Studies suggest a possible link between insomnia and a lack of diversity in gut bacteria. The scientists say there is plenty in this for them to chew on
Bad night’s sleep? It’s not uncommon to crave the comfort of a full-fat, sugar-encrusted doughnut. Equally, a large dinner of fried food might leave you tossing and turning in bed and waking drained the next day. But food isn’t necessarily the common denominator here. Increasingly, evidence suggests that the gut microbiome – the bacteria and other micro-organisms in our digestive tract – can influence the quality of our sleep.
Research into the microbiome and its role in health and behaviour has been a hot topic for several years, with research suggesting links between gut bacteria and various diseases and mental health disorders, including cancer and depression. Now scientists believe that there seems to be a relationship with sleep too.
Dr David Gozal, professor of child health, medical physiology and pharmacology at the University of Missouri School of Medicine, is one of those scientists.
“Sleep is very likely to influence the gut microbiome,” he says. “Conversely, it is very likely that changes in the microbiome will influence sleep.”
Gozal has put this theory to the test in mice. His team transplanted faecal material from mice that had been genetically engineered to have the chronic condition obstructive sleep apnoea (OSA) into a group of normal mice. The study, published in the journal Experimental Neurology, found that the normal mice developed the OSA symptom of increased sleepiness. According to Gozal, the transplant altered the gut microbiome of the normal mice and affected their sleep.
Meanwhile, several studies have shown that people who sleep better have a more diverse and healthy gut microbiome – and they tend to be in better health generally. This is a big deal when the US Centers for Disease Control and Prevention deem insufficient sleep to be a public health problem.
“Disrupted sleep may be as bad as an unhealthy diet for the health of the gut microbiome,” says Dr Emeran Mayer, research professor of medicine at the University of California, Los Angeles, and author of The Gut-Immune Connection.
How the gut microbiome talks to the brain
The interaction between the digestive system and sleep comes down to what’s known as the brain-gut microbiome axis, which enables a bidirectional flow of information between the two systems.

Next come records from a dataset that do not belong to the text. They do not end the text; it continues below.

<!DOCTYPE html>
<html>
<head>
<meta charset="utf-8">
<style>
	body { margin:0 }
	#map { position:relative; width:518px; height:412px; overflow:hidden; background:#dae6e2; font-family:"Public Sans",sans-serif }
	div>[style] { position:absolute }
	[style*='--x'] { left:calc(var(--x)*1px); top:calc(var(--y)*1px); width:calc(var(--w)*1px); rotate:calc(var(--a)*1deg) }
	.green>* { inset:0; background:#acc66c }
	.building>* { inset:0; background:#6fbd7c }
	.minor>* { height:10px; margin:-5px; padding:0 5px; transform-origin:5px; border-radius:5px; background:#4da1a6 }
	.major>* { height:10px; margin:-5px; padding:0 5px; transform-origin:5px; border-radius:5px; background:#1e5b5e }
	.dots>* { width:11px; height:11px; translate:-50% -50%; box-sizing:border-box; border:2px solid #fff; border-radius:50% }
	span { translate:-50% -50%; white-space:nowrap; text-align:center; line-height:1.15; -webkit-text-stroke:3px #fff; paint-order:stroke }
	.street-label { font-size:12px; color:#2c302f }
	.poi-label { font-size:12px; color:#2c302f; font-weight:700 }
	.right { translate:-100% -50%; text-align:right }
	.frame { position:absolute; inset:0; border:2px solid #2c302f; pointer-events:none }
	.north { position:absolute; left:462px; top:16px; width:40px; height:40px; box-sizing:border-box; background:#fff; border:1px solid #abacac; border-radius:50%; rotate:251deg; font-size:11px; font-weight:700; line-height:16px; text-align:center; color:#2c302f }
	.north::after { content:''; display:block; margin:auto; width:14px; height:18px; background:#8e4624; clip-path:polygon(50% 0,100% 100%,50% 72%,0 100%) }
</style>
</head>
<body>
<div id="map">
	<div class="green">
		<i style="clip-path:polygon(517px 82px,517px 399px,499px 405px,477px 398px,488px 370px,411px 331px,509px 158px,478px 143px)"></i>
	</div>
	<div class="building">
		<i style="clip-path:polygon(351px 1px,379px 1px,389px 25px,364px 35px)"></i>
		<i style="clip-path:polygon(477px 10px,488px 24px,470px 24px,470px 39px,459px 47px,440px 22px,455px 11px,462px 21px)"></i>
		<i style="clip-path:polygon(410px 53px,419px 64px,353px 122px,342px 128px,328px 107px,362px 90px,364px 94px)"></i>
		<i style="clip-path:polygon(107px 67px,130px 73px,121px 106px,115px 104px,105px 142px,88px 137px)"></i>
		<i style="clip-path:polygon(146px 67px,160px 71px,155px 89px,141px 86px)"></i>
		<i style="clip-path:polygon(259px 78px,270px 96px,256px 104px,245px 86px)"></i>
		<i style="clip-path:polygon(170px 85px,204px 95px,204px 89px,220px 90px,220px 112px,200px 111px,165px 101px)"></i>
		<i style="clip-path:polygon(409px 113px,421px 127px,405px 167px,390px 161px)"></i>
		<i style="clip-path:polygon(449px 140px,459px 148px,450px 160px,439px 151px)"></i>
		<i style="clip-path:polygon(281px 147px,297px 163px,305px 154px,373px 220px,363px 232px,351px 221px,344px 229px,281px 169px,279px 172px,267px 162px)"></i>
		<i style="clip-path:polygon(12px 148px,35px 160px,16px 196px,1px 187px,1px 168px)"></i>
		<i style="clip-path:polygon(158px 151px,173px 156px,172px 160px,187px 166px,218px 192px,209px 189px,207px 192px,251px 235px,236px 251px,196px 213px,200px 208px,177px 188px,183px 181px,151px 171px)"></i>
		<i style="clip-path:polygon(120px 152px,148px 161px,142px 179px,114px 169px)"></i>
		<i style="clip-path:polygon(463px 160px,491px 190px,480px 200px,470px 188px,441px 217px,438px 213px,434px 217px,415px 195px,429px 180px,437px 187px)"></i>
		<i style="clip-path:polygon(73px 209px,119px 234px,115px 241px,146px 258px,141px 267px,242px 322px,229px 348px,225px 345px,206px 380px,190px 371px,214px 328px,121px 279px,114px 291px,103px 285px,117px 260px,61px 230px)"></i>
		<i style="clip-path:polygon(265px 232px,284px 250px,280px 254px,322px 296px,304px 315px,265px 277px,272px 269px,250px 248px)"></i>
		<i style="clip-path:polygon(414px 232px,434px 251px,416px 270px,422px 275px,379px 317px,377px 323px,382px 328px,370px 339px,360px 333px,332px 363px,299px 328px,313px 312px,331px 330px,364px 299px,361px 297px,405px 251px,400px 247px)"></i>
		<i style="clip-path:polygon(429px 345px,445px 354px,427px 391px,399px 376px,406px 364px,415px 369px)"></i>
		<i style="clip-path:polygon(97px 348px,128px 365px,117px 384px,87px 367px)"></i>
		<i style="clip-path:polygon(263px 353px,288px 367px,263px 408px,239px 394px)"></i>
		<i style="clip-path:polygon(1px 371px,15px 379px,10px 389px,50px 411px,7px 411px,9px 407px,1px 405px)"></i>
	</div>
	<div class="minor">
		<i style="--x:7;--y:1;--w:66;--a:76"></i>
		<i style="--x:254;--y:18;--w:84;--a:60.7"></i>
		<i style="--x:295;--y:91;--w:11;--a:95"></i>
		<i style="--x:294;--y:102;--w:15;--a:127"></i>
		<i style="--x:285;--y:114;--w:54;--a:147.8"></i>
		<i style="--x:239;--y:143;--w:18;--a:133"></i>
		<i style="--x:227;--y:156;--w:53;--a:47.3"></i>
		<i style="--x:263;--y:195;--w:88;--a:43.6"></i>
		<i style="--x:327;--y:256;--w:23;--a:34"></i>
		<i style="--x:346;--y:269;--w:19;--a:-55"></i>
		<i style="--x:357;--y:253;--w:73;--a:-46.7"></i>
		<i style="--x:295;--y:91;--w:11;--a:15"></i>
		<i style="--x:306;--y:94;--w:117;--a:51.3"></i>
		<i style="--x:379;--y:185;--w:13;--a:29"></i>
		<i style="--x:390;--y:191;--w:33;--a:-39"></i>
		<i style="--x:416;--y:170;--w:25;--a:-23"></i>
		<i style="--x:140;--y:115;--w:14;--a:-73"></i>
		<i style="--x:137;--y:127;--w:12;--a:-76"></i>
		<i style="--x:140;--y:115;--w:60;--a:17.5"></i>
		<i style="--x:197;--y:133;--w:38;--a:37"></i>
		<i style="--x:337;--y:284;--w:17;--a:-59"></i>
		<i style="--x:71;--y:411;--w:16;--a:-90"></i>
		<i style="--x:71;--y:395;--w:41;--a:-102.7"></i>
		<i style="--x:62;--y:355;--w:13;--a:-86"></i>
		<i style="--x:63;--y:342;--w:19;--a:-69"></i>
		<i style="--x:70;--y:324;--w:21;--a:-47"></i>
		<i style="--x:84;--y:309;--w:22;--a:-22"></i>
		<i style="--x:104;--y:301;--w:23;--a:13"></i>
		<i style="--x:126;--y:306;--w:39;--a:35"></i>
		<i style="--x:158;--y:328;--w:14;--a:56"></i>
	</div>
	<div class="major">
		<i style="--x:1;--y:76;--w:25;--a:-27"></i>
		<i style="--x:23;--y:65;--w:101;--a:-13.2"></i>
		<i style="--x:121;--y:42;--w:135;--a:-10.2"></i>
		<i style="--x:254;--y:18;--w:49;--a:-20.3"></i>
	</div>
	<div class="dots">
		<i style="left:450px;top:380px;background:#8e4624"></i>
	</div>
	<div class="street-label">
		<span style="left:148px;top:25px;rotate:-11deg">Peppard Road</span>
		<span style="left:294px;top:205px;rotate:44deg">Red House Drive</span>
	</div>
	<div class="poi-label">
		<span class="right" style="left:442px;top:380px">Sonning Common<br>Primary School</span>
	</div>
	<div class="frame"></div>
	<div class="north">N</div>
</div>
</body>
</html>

This is likely to be influenced by the microbiome’s own circadian rhythm and the regulation of sleep genes, according to Mayer.
It’s also believed that gut bacteria produce basic molecules from food called metabolites, which are shuttled to, or communicate with, the brain through the axis. While the research is in its infancy, there are numerous theories as to how this might happen. One is that the microbiome could affect the immune system and vary the level of immune-signalling molecules such as cytokines. Another is that it could regulate chemical messenger molecules called neurotransmitters, including the stress hormone cortisol.
A recent study in Japan, published in Scientific Reports, highlights the role that metabolites might play. Researchers compared the intestinal contents of normal mice with those that had a depleted gut microbiome. All mice were fed the same diet, but the researchers found that the metabolites were different in the two groups. Significantly, the mice with depleted microbiomes didn’t appear to have the bacteria that convert the amino-acid tryptophan in food into the sleep hormone serotonin. These mice had disrupted sleep patterns.
Could improved gut health be a new sleep therapy?
This all leads to a tantalising proposition: if we altered our diet or the microbiome of our gut, could we improve our sleep? The idea certainly holds some promise. Take prebiotics – fibre compounds in food that feed the beneficial gut bacteria. Another study published in Scientific Reports found that rats on a prebiotic diet not only slept better than those on a non-prebiotic diet; they were also better at dealing with stress. Digging deeper, the researchers found the rats on the prebiotic diet had fewer sleep-disrupting metabolites.
They are cautiously optimistic that their findings could lead to new approaches in the treatment of sleep problems. One of the co-authors of the research is Dr Monika Fleshner, professor of integrative physiology at the University of Colorado. She says that the discovery of “an innovative alternative to sleep medications is desirable. The next step is to figure out which specific dietary prebiotics can affect which types of gut bacteria.”
Dr Jaime Tartar, neuroscience programme director at Nova Southeastern University in Florida, warns that the relationship between the gut microbiome and sleep is a complex one. “I don’t think the answer for significantly better sleep will be simply to supplement the diet with one particular prebiotic,” she says. “But this research area holds the promise of directing us towards how we can improve sleep through diet.”
Are ‘sleepbiotics’ the future?
Manipulating the gut microbiome could target numerous health problems associated with poor sleep, such as cardiovascular disease and diabetes. Gozal believes that a greater understanding of the microbiome in health heralds a new approach to sleep.
“This opens unique opportunities for ‘sleepbiotics’ and the development of approaches to promote healthy sleep, as well as the treatment of sleep disorders using personalised interventions,” he says.
Indeed, Unilever has recently joined forces with Microba Life Sciences to explore this very area.
“People need to treat sleep not as an expendable commodity but rather as a major long-term determinant of health and wellness,” Gozal adds. The gut microbiome has a role to play in this, but we are only just starting to discover its nature and extent.